What you have to do -> Repeat, exactly and completely, the entries shown underneath.

Supplied entries ->
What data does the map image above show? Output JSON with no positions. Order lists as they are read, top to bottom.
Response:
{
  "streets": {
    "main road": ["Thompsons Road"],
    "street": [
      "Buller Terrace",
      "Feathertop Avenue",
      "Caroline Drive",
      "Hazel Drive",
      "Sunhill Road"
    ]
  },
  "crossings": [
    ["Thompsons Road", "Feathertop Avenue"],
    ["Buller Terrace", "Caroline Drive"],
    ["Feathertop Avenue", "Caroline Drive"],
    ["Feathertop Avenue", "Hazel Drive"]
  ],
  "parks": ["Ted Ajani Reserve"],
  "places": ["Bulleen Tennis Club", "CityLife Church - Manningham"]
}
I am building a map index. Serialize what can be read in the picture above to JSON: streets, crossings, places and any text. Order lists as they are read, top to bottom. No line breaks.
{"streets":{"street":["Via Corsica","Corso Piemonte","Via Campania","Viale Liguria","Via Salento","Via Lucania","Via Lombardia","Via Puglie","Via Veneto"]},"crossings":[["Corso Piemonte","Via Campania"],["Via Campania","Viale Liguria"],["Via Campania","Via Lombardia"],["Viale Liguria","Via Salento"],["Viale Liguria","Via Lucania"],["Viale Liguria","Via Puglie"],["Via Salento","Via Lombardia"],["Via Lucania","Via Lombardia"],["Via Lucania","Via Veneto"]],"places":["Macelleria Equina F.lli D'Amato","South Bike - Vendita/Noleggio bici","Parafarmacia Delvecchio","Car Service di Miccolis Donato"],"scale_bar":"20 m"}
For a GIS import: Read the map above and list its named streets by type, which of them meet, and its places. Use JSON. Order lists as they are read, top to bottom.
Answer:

Problem solution ->
What data does the map image above show? Output JSON with no positions. Order lists as they are read, top to bottom.
Response:
{
  "streets": {
    "main road": ["Thompsons Road"],
    "street": [
      "Buller Terrace",
      "Feathertop Avenue",
      "Caroline Drive",
      "Hazel Drive",
      "Sunhill Road"
    ]
  },
  "crossings": [
    ["Thompsons Road", "Feathertop Avenue"],
    ["Buller Terrace", "Caroline Drive"],
    ["Feathertop Avenue", "Caroline Drive"],
    ["Feathertop Avenue", "Hazel Drive"]
  ],
  "parks": ["Ted Ajani Reserve"],
  "places": ["Bulleen Tennis Club", "CityLife Church - Manningham"]
}
I am building a map index. Serialize what can be read in the picture above to JSON: streets, crossings, places and any text. Order lists as they are read, top to bottom. No line breaks.
{"streets":{"street":["Via Corsica","Corso Piemonte","Via Campania","Viale Liguria","Via Salento","Via Lucania","Via Lombardia","Via Puglie","Via Veneto"]},"crossings":[["Corso Piemonte","Via Campania"],["Via Campania","Viale Liguria"],["Via Campania","Via Lombardia"],["Viale Liguria","Via Salento"],["Viale Liguria","Via Lucania"],["Viale Liguria","Via Puglie"],["Via Salento","Via Lombardia"],["Via Lucania","Via Lombardia"],["Via Lucania","Via Veneto"]],"places":["Macelleria Equina F.lli D'Amato","South Bike - Vendita/Noleggio bici","Parafarmacia Delvecchio","Car Service di Miccolis Donato"],"scale_bar":"20 m"}
For a GIS import: Read the map above and list its named streets by type, which of them meet, and its places. Use JSON. Order lists as they are read, top to bottom.
Answer:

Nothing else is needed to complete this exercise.